Proving $\mathbb{N} \times \mathbb{N} \cong \mathbb{N}$ when $\mathbb{N}$ includes $0$

Question

I am struggling to find an explicit bijection $\mathbb{N} \times \mathbb{N} \to \mathbb{N}$ when $\mathbb{N}$, by definition, includes $0$. If $\mathbb{N}$ were to exclude $0$, I could note that any positive integer can be written uniquely in the form $2^{a-1} (2b - 1)$ and then map $(a,b) \to n$. Including $0$, I have to change $a - 1$ to $a$ and $2b - 1$ to $2b + 1$, but I still run into the issue of what to map to $0$. I can't map $(0,0)$ to $0$, for example, because $2^{0} (2(0) - 1) = 1$ is the unique element of the form $2^{a-1} (2b - 1)$ mapping to $1$.

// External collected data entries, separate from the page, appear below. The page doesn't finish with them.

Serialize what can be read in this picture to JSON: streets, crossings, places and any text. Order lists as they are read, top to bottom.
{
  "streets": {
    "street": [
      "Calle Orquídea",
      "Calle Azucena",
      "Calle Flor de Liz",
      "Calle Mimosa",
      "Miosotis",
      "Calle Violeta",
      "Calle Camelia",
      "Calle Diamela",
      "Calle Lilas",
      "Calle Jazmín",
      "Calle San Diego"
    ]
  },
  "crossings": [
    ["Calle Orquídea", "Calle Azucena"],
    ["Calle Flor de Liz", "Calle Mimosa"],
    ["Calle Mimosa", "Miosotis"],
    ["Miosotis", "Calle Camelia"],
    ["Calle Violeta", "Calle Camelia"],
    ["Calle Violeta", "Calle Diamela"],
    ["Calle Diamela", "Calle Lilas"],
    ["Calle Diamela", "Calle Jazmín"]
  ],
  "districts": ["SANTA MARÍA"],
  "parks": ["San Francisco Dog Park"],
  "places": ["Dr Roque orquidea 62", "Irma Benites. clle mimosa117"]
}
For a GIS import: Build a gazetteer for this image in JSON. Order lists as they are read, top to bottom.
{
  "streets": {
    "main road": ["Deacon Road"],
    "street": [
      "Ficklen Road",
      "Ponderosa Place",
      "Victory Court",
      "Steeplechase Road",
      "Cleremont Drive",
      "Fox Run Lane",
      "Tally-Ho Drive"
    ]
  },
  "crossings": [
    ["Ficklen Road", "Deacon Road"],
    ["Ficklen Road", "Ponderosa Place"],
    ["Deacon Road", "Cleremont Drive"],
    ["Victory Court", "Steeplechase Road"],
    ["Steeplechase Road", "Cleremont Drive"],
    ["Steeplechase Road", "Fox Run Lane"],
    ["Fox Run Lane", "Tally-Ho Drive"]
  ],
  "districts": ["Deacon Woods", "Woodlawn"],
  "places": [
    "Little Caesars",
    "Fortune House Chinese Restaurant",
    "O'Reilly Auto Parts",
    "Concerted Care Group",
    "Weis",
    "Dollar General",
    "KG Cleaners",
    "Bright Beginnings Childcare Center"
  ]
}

Does anyone have any tips for how to repair this bijection?

Answer 1

Just.... combine.

You have $f:\mathbb N_{1} \times \mathbb N_1 \to \mathbb N_1$ via $f(a,b) = 2^{a-1}(2b-1)$.

And you have $g:\mathbb N_0 \to \mathbb N_1$ via $g(n) = n+ 1$.

So you have $g\times g: \mathbb N_0 \times \mathbb N_0 \to \mathbb N_1 \times \mathbb N_1$ via $g\times g(a,b) = (g(a), g(b)) = (a+ 1, b+1)$ and

You have $f\circ g\times g: \mathbb N_0 \times \mathbb N_0 \to \mathbb N_1 \times \mathbb N_1 \to \mathbb N_1$ via $f\circ g\times g (a, b) = f(a+1, b+1) = 2^a(2b + 1)$.

And you have $g^{-1}\circ f\circ g\times g: \mathbb N_0 \times \mathbb N_0 \to \mathbb N_1 \times \mathbb N_1 \to \mathbb N_1\to \mathbb N_0$ via $g^{-1}\circ f\circ g\times g(a,b) = g^{-1} (f(a+1,b+1)) = 2^a(2b+1) -1$.

======

Alternatively the other standard bijection (that works on the cross product of any two countable sets) is to simply list pairs by weaving a diagonal path:

$(1,1), (2,1), (1,2), (3,1), (2,2),(1,3),(4,1), (3,2),(2,3),(1,4), (5,1),(4,2).....(4,2),(1,5), (6,1),(5,2)....,(2,5),(1,6),(7,1).....\to$

$1,2,3,4,5,7......$

Then just adding the index $0$ does not change anything significant.

$(0,0),(1,0),(0,1),(2,0),(1,1),(0,2),(3,0),..... \to $

$0,1,2,3,4,5,6....$

The trouble is we aren't actually explicitely defining what the algebraic expression of the bijection is; just showing intuitively it must exist. But then again there is nothing in the definition that says we have to define what the bijection is and if we can demonstrate via induction that it exists that is fine.

But with little math we can get the first one is:

For any $(1,k)$ we map $(1,k) \to \sum_{j=0}^k = j$. And so for the following next batch $(k+1, 1)$ to $(1, k+1)$ we map $(a=(k+1)-(b-1), b)\mapsto (\sum_{j=0}^k j) + b$.... of $(a,b)\to [\sum_{j=0}^{a+b-1} j] + b = \frac {(a+b-1)(a+b)}2 + b= \frac {(a+b)^2+(b-a)}2$.

The second is similar.

If $k = a+ b+ 1$ then $(0, a+b)\mapsto [\sum_{j=0}^k j]-1 = \frac {(a+b+1)(a+b+2)}2 - 1 = \frac{(a+b)^2 +3(a+b)}2 + 1$ and $(a,b)\mapsto \frac{(a+b)^2 +3(a+b)}2 + 1- a = \frac {(a+b)^2 + (a+3b) +2}2$

It may or may not be worth noting with shifiting indexes.

The first $\frac {(a+b)^2+(b-a)}2$ becomes $\frac {(a+1+b+1)^2 - (b-1-a+1)}2-1$ is the same as the same as the second.